Legalising sex work ‘will cut HIV infection rates’

Kholi Buthelezi, who talked about sex workers in SA

Kholi Buthelezi, who talked about sex workers in SA

Published Jul 23, 2014

Share

Cape Town - The government should legalise sex work because it would help protect those in the illegal industry from being harassed and assaulted by customers and the police, a sex-worker campaigner has urged.

Speaking at the International Aids Conference in Melbourne, Kholi Buthelezi, who heads the Sisonke Sex Worker Movement in Cape Town, said that despite the threat of HIV and other sexually transmitted diseases, sex workers were often unable to protect themselves because the police confiscated their condoms since prostitution was illegal in South Africa.

“Sex workers get arrested for carrying condoms in my country. Police are so obsessed about wanting to arrest us that they even know where most sex workers hide them. They look around the trees, ask sex workers to empty their bags, and they see a condom, that leads to arrest. Sometimes they tear them up in front of you or trash them on the floor.”

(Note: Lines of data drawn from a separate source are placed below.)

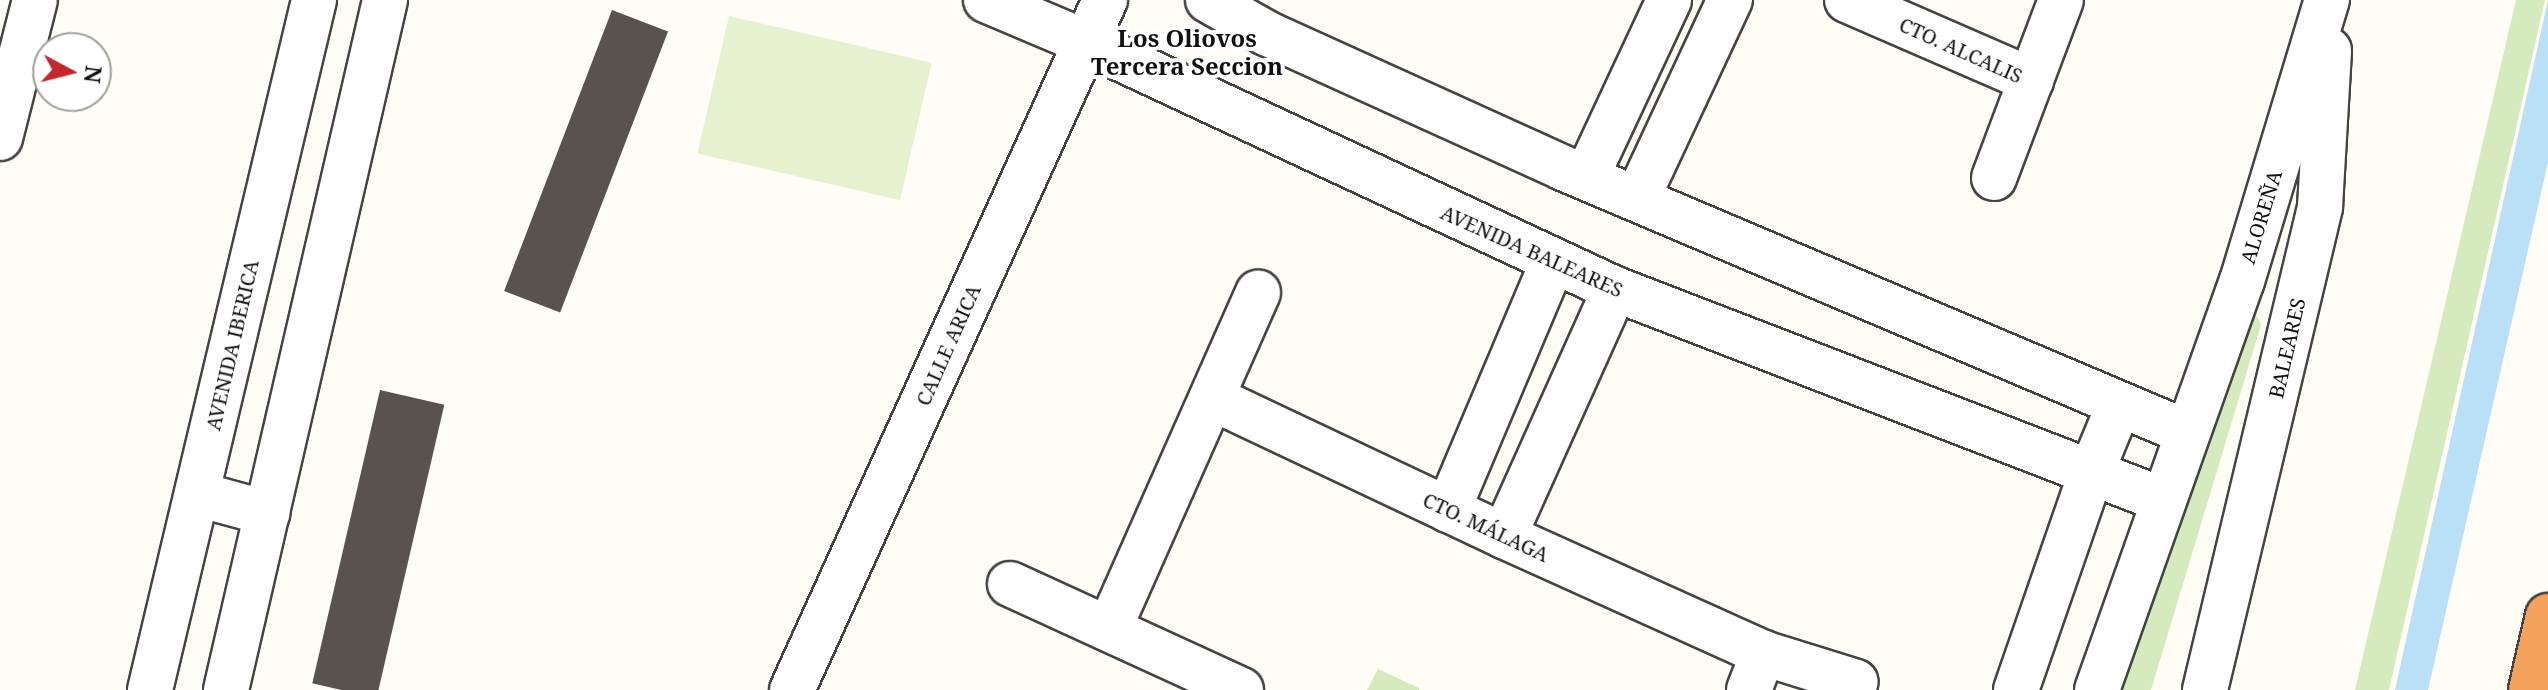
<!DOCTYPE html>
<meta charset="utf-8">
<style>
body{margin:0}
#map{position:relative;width:2548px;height:690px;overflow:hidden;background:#fffdf5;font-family:"Noto Serif",serif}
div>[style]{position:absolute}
.green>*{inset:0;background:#d5ebbd}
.pitch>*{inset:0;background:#e6f2cf;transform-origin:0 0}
.water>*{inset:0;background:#b9e0f7}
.building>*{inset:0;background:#5a524d;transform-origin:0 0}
.roads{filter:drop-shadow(2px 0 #444) drop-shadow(-2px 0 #444) drop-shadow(0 2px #444) drop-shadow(0 -2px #444)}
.minor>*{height:44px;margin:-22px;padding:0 22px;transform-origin:22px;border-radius:22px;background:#fff}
.highway>*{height:44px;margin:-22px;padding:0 22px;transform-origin:22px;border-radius:22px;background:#f5a25d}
span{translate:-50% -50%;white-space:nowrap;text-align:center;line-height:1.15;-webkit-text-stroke:8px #fff;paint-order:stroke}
.street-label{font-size:20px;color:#111}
.quarter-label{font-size:24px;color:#111;font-weight:700}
.north{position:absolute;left:32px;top:32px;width:80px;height:80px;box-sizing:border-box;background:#fff;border:2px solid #a0a0a0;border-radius:50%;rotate:97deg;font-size:22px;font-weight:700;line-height:32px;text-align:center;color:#111}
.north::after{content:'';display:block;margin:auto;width:28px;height:36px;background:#c4262e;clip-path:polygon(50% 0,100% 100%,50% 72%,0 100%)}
</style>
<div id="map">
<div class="green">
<div style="clip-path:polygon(2516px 0,2545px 0,2389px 690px,2355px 690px)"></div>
<div style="clip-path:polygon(2242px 281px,2261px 325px,2151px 690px,2117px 690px)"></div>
<div style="clip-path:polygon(1378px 669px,1419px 688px,1419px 690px,1367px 690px)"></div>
</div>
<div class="pitch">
<div style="left:729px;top:16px;width:208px;height:141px;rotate:13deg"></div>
</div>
<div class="water">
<div style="clip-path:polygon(2548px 0,2548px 162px,2428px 690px,2395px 690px)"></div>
</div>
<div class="building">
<div style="left:612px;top:10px;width:60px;height:301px;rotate:21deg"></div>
<div style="left:380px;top:390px;width:66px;height:301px;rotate:13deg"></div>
</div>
<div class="roads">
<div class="minor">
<div style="left:986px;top:0;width:108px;rotate:23deg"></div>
<div style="left:1085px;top:42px;width:585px;rotate:24.99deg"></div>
<div style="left:1615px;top:289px;width:587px;rotate:21.06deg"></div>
<div style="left:1208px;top:0;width:67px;rotate:29.6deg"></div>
<div style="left:1266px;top:33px;width:326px;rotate:24.4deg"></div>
<div style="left:1563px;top:168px;width:677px;rotate:22.97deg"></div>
<div style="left:1847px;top:0;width:201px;rotate:23.5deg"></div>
<div style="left:0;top:138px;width:142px;rotate:-75.8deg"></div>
<div style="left:1587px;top:176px;width:194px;rotate:-65deg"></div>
<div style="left:1994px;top:178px;width:190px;rotate:-69.4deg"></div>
<div style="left:1637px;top:199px;width:220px;rotate:-65deg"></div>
<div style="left:1212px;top:398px;width:323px;rotate:25.3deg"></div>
<div style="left:1504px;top:536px;width:284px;rotate:24.3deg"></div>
<div style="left:1763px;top:653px;width:97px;rotate:17.3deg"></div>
<div style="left:197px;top:494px;width:73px;rotate:15.2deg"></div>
<div style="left:1448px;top:510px;width:269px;rotate:-67.1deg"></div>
<div style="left:1504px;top:536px;width:271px;rotate:-65.8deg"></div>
<div style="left:1010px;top:584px;width:254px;rotate:24.6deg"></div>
<div style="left:1109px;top:629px;width:368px;rotate:-66.1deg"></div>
<div style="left:150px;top:690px;width:709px;rotate:-76.63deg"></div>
<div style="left:226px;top:690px;width:708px;rotate:-77.02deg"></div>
<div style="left:792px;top:690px;width:758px;rotate:-65.6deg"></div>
<div style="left:1749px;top:690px;width:40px;rotate:-69deg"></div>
<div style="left:2016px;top:690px;width:230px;rotate:-70.9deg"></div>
<div style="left:2091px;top:473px;width:74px;rotate:-67.6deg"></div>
<div style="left:2097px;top:690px;width:434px;rotate:-70.5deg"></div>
<div style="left:2242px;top:281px;width:294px;rotate:-73.2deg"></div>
<div style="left:2205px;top:690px;width:497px;rotate:-76.6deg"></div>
<div style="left:2320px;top:207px;width:157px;rotate:-86.7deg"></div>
</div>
<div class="highway">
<div style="left:2531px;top:690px;width:76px;rotate:-77.1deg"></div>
</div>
</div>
<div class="street-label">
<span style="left:1961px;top:50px;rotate:24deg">CTO. ALCALIS</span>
<span style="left:2261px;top:217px;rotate:-73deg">ALOREÑA</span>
<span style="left:1532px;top:251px;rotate:24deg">AVENIDA BALEARES</span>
<span style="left:232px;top:345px;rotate:-77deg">AVENIDA IBERICA</span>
<span style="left:948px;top:345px;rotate:-66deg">CALLE ARICA</span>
<span style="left:2287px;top:348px;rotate:-77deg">BALEARES</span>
<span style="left:1486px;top:527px;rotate:25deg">CTO. MÁLAGA</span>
</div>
<div class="quarter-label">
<span style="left:1187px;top:52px">Los Oliovos<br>Tercera Seccion</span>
</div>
<div class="north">N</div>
</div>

As result of harassment many sex workers had unprotected sex, putting themselves at risk of HIV infection.

Many were desperate for money because they had families to support and “will rather engage in risky behaviour than not get money”.

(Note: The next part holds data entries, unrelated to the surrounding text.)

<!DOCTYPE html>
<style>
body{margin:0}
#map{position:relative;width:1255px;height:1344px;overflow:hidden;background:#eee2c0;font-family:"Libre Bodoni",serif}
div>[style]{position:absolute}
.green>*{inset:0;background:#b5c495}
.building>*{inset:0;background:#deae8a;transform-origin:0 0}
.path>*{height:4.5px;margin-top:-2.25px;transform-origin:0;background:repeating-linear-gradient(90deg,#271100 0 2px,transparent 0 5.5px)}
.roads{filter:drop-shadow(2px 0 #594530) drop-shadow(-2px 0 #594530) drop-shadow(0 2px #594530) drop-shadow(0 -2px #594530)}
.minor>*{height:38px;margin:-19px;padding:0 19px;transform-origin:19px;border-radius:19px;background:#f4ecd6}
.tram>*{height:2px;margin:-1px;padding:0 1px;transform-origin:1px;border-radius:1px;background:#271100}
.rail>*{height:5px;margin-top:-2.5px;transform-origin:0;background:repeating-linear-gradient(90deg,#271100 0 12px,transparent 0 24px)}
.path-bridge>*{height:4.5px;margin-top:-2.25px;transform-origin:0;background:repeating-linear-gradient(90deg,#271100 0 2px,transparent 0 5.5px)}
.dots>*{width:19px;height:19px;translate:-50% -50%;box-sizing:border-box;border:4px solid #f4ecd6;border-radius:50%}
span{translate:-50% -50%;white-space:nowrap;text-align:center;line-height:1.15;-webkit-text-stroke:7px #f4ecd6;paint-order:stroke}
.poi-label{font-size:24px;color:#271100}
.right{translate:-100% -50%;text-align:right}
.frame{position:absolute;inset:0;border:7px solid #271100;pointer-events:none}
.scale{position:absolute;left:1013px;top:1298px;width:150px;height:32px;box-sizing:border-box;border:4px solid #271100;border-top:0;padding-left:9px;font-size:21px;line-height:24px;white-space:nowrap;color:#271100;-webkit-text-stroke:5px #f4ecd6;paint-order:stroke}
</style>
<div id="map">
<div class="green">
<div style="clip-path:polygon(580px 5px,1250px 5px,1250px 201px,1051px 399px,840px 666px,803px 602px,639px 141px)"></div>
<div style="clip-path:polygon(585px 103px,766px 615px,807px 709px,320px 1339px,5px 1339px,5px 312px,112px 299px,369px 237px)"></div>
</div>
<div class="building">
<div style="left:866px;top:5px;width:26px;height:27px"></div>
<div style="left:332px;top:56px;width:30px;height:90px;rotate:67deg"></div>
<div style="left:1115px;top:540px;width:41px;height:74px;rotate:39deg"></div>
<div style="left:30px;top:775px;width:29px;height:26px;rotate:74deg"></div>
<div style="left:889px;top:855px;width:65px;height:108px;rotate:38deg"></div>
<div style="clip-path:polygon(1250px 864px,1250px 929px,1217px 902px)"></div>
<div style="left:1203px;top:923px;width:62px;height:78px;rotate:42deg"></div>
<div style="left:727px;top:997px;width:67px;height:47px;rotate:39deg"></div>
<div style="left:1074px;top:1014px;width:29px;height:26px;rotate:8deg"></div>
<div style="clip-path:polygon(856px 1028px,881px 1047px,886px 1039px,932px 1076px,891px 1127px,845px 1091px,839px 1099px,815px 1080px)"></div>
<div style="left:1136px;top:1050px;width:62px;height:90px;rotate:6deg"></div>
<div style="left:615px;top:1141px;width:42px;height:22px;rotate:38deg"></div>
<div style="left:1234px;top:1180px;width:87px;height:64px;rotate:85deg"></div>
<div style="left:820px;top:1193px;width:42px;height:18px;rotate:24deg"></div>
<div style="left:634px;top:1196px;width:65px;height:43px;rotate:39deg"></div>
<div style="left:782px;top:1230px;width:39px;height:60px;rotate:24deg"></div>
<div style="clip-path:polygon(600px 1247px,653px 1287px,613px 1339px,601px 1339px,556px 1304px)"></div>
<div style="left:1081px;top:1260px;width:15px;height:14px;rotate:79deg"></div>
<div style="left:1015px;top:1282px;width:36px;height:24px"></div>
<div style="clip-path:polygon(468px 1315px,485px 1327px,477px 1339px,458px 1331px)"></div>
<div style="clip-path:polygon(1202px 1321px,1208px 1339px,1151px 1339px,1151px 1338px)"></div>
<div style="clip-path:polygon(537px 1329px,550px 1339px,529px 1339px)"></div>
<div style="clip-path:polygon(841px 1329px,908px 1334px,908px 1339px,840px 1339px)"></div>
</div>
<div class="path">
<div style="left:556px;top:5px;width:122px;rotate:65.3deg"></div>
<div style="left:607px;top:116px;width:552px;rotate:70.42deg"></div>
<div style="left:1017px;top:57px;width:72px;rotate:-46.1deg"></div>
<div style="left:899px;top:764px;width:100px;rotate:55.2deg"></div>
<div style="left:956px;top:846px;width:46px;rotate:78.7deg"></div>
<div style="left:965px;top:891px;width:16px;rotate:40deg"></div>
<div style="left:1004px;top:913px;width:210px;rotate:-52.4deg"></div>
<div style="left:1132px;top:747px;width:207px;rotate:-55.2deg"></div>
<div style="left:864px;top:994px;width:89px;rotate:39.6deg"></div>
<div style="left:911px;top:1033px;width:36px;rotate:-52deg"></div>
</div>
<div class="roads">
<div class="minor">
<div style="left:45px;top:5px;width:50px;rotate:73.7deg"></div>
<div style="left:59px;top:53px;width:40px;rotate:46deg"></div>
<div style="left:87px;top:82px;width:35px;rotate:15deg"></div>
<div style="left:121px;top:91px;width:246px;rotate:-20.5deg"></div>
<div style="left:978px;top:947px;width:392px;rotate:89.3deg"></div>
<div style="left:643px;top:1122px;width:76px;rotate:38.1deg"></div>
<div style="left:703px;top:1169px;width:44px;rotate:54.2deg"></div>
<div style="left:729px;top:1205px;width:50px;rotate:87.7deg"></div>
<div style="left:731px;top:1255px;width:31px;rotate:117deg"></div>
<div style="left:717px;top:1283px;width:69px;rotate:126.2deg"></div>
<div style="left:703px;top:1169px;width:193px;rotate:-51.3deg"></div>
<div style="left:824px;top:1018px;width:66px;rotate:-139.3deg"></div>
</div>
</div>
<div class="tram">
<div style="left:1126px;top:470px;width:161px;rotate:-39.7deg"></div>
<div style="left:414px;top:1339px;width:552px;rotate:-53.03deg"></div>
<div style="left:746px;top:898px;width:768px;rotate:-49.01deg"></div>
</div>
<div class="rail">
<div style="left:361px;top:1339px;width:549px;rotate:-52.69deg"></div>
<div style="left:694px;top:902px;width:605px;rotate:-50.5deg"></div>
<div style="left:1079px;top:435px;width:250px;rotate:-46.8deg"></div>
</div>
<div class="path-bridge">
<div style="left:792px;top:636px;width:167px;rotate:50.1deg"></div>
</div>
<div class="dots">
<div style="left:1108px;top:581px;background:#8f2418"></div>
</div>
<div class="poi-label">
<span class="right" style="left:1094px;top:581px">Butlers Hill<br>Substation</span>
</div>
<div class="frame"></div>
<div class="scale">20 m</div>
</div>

Due to criminalisation of sex work in the country many sex workers were unable to report the police as that would result in them being targeted.

She claimed that in some instances the police did not take sex workers to the police station, but “they spite you by dumping you in the middle of nowhere”.

Despite being robbed and sometimes beaten or raped by their clients, Buthelezi said often sex workers were not able to report such cases to the police due to the victimisation they faced. It was not only the police, but also health workers, who “victimise and judge“ when they sought health care in clinics.

“At the end of the day it’s like you have no place to go.

“When you go to the police you know you are going to be harassed, but you can’t even go to the clinic because nurses judge you and tell you that you have a sexually transmitted disease because you are a whore. There’s no protection at all. We feel that all this victimisation will end when sex work is decriminalised,” she said.

Professor Linda-Gail Bekker, head of the UCT-based Desmond Tutu HIV Centre, whose research on HIV and sex work conceded that despite sex workers, including transgender men and women, being among the most heavily burdened communities for HIV infection, they faced limited access to prevention, treatment and care in many parts of the world.

Bekker recommended that biomedical technologies, including topical and oral antiretroviral-based pre-exposure prophylaxis and other preventatives be considered for this group.